[Start of Attachment]

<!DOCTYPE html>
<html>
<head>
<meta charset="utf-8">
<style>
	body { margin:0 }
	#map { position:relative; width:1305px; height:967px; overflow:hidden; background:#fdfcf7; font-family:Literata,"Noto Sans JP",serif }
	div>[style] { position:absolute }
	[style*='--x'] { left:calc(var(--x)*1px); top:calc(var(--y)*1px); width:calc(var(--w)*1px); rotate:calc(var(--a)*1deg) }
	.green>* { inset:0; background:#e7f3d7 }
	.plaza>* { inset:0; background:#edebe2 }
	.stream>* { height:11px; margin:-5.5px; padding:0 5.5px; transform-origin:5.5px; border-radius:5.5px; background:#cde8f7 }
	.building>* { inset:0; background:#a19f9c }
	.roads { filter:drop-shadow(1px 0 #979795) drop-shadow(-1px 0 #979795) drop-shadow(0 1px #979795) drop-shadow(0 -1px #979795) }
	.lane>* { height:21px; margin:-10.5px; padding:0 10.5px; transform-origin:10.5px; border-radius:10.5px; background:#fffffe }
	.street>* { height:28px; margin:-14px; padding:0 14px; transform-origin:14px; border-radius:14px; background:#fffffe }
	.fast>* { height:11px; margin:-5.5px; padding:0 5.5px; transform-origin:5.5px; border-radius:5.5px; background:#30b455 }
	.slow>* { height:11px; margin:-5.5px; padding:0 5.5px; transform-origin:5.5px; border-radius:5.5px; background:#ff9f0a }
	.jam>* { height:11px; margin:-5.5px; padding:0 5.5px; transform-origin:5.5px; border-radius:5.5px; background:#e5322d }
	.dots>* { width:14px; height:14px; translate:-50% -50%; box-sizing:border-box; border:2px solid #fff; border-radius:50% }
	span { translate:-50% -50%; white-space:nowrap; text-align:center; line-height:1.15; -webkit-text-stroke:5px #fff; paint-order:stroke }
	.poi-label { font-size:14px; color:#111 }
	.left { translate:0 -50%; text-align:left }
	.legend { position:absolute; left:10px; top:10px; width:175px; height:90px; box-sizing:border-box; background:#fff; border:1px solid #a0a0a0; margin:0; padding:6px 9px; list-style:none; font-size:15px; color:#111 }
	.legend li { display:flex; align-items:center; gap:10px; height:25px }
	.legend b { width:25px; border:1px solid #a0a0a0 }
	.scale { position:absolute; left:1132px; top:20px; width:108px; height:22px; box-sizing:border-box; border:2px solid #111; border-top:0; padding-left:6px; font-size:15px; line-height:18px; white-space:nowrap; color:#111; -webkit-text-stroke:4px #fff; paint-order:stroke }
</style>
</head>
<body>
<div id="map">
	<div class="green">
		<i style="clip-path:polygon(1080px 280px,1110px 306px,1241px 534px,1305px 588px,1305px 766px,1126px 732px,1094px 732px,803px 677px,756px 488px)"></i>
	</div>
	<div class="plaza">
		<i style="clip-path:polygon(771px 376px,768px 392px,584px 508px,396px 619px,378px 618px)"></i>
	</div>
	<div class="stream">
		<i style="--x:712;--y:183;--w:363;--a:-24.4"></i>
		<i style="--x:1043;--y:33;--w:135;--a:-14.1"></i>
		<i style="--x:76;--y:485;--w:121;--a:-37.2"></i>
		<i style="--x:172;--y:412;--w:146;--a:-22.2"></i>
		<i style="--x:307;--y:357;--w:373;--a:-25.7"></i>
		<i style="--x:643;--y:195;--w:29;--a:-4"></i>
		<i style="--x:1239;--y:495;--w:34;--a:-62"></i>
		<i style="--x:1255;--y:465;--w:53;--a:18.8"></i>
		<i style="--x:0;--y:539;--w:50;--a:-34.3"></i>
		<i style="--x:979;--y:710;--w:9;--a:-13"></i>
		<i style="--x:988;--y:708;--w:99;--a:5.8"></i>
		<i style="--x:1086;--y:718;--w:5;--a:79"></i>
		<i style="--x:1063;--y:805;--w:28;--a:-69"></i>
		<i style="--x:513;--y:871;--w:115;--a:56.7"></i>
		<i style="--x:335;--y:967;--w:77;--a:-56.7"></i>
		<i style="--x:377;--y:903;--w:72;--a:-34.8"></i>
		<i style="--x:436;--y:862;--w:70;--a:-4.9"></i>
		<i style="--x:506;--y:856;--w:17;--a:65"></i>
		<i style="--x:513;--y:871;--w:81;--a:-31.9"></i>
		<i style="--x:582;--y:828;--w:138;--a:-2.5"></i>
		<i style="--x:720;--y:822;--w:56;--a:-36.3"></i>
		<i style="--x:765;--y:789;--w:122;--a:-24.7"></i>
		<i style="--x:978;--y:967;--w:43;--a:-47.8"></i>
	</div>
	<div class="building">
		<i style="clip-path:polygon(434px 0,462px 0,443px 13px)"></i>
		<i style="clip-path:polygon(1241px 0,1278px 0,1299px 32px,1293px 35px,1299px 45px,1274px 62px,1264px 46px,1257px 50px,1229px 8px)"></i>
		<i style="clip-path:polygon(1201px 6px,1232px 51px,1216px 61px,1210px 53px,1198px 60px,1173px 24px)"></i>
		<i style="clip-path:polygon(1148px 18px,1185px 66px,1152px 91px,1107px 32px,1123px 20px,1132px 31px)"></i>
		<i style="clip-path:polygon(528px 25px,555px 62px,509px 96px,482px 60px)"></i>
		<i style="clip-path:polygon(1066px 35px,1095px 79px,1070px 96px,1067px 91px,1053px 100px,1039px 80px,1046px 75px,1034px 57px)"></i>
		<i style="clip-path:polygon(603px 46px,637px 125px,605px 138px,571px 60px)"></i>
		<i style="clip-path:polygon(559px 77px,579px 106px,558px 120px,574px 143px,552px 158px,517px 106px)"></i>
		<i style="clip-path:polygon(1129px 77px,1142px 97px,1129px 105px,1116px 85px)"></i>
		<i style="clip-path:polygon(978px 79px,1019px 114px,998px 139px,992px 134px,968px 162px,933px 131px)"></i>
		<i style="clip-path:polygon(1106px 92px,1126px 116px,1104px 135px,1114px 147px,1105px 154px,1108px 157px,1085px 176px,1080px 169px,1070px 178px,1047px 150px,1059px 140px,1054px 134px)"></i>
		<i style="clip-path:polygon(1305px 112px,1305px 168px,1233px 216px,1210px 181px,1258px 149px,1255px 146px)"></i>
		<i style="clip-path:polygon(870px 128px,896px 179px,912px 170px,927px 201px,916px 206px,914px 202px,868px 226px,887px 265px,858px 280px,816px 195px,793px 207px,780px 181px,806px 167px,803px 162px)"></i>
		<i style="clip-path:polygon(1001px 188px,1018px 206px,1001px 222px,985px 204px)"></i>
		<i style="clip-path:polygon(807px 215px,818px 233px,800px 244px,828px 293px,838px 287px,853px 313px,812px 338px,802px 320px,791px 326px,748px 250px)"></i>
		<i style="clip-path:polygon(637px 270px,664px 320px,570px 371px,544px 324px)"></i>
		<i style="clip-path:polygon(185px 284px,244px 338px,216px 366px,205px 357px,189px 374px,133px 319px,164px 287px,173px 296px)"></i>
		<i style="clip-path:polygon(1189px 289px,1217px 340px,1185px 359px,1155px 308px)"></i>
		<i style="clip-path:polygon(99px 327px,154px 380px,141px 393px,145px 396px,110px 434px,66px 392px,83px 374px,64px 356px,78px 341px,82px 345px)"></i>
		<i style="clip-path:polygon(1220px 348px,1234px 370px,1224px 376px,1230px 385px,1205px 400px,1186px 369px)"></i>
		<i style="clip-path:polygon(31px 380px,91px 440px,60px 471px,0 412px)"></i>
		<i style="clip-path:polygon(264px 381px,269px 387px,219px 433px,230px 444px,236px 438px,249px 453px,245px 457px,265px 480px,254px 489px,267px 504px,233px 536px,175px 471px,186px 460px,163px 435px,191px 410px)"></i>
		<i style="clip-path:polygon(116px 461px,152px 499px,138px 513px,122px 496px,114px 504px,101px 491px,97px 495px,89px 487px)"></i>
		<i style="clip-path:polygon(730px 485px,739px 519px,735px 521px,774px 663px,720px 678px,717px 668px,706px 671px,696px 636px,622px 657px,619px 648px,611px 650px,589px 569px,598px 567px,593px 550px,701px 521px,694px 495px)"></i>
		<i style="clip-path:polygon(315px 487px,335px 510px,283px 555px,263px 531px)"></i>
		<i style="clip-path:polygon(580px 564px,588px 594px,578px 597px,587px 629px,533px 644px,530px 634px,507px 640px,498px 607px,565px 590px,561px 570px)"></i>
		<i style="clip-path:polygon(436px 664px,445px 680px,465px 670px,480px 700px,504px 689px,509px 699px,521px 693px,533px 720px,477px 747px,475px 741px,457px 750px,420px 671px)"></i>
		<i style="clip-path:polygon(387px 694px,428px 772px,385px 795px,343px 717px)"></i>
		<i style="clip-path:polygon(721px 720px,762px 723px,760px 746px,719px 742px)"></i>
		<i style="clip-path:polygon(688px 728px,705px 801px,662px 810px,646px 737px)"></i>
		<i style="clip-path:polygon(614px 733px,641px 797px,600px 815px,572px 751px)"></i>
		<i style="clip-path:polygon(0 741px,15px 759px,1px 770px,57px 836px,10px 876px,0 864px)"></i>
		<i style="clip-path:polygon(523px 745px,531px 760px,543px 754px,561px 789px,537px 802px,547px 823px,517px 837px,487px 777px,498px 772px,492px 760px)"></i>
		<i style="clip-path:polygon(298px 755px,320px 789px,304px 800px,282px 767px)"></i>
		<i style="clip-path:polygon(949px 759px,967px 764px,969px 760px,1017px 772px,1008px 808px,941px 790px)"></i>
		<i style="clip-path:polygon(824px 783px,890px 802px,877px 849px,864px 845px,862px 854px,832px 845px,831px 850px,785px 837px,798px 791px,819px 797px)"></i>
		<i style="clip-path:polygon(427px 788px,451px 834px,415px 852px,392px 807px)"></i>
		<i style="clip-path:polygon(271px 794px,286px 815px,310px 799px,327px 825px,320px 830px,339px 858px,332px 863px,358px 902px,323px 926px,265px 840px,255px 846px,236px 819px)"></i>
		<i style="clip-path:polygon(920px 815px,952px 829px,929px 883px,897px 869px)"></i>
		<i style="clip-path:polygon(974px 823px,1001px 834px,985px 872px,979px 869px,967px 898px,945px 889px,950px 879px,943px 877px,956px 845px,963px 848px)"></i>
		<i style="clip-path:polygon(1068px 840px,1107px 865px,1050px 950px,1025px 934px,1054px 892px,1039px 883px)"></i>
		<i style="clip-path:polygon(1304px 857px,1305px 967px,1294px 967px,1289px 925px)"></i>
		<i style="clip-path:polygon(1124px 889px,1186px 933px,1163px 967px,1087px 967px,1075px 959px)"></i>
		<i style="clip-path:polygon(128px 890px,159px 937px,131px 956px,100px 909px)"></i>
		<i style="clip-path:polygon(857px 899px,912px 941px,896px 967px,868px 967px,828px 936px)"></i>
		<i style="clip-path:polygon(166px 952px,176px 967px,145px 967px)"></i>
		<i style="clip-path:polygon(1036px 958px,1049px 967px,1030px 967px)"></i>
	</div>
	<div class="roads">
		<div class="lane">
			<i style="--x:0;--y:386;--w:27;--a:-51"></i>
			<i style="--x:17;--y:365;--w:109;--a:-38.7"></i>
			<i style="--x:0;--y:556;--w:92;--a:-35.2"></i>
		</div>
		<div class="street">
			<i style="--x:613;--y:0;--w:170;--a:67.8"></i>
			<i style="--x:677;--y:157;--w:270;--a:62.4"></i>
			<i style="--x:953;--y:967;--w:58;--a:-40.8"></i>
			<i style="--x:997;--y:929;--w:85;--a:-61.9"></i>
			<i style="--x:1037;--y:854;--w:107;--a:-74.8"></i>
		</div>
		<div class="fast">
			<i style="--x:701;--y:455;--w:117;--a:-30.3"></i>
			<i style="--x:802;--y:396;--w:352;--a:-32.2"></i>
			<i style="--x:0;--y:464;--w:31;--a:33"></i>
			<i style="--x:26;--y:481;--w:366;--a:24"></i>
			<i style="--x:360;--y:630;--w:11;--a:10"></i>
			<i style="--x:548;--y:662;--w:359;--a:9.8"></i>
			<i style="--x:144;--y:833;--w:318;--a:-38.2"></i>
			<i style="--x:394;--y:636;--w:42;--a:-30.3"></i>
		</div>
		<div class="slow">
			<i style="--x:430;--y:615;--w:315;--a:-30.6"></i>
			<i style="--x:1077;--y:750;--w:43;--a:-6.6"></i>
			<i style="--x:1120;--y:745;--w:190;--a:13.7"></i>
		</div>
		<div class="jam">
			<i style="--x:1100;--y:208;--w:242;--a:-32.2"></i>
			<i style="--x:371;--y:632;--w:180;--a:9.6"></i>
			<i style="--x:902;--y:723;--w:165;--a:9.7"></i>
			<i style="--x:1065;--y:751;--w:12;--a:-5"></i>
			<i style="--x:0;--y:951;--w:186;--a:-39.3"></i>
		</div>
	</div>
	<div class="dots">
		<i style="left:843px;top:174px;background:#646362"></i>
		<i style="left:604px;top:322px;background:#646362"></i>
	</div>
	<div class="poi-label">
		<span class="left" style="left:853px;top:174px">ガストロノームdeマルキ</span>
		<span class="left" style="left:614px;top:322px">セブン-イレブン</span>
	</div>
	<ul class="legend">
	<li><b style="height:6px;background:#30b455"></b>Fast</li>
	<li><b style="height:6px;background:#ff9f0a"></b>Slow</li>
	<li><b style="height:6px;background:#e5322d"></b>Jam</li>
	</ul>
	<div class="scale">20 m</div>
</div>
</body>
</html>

[End of Attachment]
[Start of Attachment]

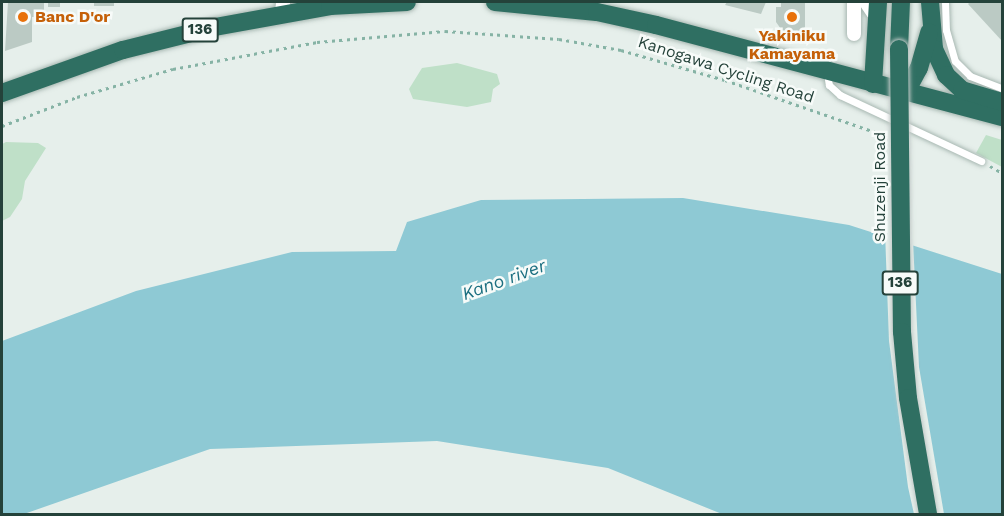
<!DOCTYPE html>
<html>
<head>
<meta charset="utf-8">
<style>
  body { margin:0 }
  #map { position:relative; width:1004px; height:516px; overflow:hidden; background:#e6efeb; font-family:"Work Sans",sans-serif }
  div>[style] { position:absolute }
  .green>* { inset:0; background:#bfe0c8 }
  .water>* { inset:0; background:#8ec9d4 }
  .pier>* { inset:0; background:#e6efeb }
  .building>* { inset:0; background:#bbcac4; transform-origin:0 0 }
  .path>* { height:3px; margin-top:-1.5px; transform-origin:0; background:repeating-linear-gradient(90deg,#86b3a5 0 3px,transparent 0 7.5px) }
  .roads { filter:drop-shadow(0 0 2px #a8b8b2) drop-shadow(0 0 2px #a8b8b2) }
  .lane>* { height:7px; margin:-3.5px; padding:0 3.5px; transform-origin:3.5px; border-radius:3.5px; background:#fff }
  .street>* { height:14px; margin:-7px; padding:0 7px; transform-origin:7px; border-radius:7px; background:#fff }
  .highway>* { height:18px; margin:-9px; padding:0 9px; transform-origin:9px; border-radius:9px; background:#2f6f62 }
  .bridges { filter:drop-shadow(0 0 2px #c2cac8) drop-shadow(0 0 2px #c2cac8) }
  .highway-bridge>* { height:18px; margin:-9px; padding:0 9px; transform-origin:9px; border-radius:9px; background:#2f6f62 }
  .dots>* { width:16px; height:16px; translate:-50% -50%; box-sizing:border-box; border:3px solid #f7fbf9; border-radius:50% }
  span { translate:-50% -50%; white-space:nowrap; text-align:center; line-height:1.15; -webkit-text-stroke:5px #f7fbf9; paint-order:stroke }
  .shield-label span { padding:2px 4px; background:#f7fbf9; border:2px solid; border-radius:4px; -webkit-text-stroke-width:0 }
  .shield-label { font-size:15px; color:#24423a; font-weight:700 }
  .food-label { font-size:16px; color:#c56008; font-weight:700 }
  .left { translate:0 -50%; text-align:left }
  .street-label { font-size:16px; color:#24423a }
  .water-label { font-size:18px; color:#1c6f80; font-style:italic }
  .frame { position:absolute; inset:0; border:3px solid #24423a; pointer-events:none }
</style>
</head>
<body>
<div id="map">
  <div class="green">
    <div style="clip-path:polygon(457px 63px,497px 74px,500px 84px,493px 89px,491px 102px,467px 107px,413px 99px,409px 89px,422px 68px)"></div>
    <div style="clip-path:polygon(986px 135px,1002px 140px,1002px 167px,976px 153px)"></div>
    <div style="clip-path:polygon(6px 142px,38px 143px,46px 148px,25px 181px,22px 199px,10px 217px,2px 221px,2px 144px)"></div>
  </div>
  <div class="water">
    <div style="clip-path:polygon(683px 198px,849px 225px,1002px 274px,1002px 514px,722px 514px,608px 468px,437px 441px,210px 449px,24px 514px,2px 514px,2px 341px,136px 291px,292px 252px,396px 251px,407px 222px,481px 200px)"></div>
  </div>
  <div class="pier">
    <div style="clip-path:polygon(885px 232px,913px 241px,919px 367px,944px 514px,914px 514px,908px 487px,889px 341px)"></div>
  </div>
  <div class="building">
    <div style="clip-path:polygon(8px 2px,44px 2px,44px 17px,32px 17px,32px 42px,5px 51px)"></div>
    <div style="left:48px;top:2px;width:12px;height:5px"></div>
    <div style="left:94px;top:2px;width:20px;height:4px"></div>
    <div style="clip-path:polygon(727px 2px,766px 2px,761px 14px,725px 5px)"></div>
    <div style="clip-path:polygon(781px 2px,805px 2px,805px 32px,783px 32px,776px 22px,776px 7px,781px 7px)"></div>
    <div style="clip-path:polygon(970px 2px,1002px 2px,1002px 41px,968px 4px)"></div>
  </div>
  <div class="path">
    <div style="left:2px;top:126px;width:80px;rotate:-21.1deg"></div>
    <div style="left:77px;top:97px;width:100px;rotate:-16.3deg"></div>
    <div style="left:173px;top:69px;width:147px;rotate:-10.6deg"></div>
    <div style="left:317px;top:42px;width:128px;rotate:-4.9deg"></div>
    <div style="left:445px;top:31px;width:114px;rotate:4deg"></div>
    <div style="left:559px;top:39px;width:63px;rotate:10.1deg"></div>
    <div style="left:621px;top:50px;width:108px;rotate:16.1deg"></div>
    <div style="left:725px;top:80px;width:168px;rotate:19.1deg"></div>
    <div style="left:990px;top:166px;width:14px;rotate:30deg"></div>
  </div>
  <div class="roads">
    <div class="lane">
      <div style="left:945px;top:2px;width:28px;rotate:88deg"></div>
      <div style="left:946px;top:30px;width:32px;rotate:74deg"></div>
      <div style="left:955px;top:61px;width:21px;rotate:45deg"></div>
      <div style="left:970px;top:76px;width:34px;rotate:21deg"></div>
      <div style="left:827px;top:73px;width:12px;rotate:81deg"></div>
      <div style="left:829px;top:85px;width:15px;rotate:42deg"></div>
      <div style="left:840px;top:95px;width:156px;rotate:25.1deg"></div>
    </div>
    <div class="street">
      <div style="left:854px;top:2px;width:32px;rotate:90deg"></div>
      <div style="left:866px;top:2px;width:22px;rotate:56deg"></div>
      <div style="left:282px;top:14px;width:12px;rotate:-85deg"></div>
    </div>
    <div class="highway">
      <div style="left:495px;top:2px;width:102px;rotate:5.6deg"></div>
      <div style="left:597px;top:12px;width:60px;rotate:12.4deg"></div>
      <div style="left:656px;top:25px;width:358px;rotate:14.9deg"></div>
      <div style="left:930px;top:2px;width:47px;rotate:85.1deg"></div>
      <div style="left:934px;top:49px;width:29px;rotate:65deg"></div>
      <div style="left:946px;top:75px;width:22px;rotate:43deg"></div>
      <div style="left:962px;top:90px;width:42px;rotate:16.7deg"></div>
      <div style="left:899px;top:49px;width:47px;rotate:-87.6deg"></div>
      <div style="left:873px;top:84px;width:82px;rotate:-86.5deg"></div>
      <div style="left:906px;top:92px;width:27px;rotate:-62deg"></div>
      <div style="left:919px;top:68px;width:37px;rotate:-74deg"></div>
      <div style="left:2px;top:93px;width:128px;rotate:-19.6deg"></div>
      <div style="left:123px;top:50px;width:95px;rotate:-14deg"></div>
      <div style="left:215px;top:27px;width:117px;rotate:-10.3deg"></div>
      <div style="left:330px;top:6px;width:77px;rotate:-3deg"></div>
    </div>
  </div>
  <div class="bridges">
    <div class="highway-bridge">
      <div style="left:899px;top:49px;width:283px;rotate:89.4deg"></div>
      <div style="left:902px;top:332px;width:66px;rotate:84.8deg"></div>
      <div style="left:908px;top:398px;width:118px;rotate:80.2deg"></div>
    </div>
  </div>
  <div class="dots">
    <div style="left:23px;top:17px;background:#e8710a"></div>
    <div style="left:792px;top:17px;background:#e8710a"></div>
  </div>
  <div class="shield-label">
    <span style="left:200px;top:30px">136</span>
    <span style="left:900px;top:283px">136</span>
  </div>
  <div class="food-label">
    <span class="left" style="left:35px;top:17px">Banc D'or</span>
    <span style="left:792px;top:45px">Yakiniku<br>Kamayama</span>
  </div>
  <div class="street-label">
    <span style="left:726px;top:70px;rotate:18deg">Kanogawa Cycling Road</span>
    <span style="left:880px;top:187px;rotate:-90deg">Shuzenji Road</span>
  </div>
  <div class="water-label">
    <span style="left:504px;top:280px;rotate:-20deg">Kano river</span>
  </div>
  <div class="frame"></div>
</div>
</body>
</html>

[End of Attachment]

(EXERCISE) What lines of the material above hold the string "relative"? Please copy them.

(WRITTEN REPLY)
	#map { position:relative; width:1305px; height:967px; overflow:hidden; background:#fdfcf7; font-family:Literata,"Noto Sans JP",serif }
  #map { position:relative; width:1004px; height:516px; overflow:hidden; background:#e6efeb; font-family:"Work Sans",sans-serif }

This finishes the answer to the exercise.